この意味で、初心者向けと言えるでしょう。

55円~85円くらいの範囲で買いのトラリピをすれば、放置で取引できそうです(円安すぎる位置で買うと、その後の円高で含み損が痛いです。そこで、円安部分の取引は見送ります)。

ただし、豪ドル/円=55円の円高記録を更新する可能性はゼロではありません。この点には注意が必要です。

注意事項

注意事項としては、「トラリピでうまくいっても複利運用しない」ことです。

スワップポイントや利食いで資金が増えると、その資金を使ってトラップを追加したくなります。しかし、我慢です。初心者だけでなく経験者もやりがちですが、耐えます。

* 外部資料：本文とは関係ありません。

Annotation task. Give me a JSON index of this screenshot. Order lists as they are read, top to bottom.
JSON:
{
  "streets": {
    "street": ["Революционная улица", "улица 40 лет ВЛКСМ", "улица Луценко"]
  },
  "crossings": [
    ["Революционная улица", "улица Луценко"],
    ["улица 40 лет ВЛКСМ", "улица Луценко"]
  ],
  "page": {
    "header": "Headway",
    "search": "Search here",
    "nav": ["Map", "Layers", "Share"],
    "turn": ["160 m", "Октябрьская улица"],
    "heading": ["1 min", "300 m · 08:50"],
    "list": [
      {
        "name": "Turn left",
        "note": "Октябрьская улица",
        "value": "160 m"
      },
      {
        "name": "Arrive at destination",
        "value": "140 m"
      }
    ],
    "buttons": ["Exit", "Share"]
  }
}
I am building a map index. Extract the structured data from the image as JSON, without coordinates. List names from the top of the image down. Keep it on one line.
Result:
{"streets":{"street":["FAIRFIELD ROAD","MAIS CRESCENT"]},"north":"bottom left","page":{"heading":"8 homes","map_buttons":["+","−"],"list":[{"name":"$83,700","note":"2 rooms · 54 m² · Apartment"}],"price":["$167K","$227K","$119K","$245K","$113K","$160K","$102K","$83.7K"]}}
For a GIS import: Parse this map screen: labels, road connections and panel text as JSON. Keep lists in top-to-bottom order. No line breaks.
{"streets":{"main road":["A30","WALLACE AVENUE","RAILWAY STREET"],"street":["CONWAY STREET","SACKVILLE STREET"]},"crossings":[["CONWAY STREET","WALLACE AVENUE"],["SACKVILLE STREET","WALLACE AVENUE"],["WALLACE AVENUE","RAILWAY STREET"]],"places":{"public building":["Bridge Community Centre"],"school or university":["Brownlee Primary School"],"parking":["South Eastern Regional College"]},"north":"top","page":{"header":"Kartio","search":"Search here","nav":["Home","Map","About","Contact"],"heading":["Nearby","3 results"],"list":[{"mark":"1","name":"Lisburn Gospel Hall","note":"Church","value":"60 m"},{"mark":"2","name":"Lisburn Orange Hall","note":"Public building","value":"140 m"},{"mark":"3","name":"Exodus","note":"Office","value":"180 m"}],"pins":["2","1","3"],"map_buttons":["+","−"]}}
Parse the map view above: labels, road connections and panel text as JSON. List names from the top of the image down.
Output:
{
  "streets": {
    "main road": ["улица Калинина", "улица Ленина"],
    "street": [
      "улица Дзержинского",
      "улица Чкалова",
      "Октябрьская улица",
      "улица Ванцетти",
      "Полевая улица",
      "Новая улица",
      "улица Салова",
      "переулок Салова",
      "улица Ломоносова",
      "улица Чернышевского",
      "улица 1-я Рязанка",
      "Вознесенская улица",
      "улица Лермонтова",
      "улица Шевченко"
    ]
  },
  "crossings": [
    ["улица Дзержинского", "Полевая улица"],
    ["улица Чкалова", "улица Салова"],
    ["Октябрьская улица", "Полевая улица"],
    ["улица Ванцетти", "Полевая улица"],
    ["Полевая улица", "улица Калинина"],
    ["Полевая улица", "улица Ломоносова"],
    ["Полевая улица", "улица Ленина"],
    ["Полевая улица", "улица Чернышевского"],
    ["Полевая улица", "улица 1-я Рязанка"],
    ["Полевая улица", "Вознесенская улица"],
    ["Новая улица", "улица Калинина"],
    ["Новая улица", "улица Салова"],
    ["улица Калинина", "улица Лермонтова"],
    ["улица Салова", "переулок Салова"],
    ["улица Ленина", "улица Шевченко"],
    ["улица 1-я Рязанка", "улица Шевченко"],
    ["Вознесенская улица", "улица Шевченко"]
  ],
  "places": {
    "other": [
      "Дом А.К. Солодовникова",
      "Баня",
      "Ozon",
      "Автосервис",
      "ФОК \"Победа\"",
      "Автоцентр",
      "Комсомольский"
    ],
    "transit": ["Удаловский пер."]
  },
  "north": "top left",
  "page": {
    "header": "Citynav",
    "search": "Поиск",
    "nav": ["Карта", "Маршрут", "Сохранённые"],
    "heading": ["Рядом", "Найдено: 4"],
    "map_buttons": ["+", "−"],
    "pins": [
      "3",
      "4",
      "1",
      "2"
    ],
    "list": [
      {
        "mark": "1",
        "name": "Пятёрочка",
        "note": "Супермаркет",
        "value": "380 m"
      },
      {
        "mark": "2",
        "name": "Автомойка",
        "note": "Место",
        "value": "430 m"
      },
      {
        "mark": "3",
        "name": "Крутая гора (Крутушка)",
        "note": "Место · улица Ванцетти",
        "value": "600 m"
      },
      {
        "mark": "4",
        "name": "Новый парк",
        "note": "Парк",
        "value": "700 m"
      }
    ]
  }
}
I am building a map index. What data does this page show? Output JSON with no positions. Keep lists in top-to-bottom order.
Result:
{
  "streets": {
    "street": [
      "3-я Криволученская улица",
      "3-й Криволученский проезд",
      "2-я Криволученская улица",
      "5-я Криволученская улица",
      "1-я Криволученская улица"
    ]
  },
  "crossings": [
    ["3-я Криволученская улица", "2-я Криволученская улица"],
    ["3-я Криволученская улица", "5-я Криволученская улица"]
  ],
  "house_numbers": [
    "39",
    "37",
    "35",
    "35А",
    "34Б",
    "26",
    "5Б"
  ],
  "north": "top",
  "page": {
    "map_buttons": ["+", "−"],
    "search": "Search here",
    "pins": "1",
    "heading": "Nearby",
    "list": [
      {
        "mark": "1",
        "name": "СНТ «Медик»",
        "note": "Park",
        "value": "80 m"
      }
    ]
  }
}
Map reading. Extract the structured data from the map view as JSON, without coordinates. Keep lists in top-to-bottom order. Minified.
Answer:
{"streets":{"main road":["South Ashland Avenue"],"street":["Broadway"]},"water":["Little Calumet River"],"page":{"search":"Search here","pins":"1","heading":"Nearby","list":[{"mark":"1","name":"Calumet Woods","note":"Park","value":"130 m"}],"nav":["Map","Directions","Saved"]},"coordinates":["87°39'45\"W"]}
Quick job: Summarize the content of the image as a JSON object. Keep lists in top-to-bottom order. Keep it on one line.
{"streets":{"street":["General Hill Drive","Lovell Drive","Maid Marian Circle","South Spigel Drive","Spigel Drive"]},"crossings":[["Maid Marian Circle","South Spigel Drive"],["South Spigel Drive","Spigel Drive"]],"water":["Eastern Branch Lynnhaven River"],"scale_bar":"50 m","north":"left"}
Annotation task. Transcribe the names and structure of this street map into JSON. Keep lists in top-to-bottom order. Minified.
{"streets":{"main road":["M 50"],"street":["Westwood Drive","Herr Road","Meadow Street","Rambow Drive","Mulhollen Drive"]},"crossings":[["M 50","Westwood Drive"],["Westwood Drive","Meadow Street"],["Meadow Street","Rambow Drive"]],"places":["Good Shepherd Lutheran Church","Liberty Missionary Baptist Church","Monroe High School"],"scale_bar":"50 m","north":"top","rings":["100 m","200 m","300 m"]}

と言いますのは、為替レートが不都合な方向に動いてしまう場合に備える必要があるからです。

含み損がどうしようもなく大きくなったら、損切りします。このとき、最終的に利益になるか損になるかは、下の合計値次第です。

  • 今までの利食いとスワップポイント益の合計値
  • 損切りの損失額

獲得した資金を使って複利運用してしまうと、損切りしたときにマイナスになってしまいます。それではイケません。

円安になるときは、もちろんプラスです。円高が進んで損切りになってもプラスで終われるよう、利益は確実に保管したいです。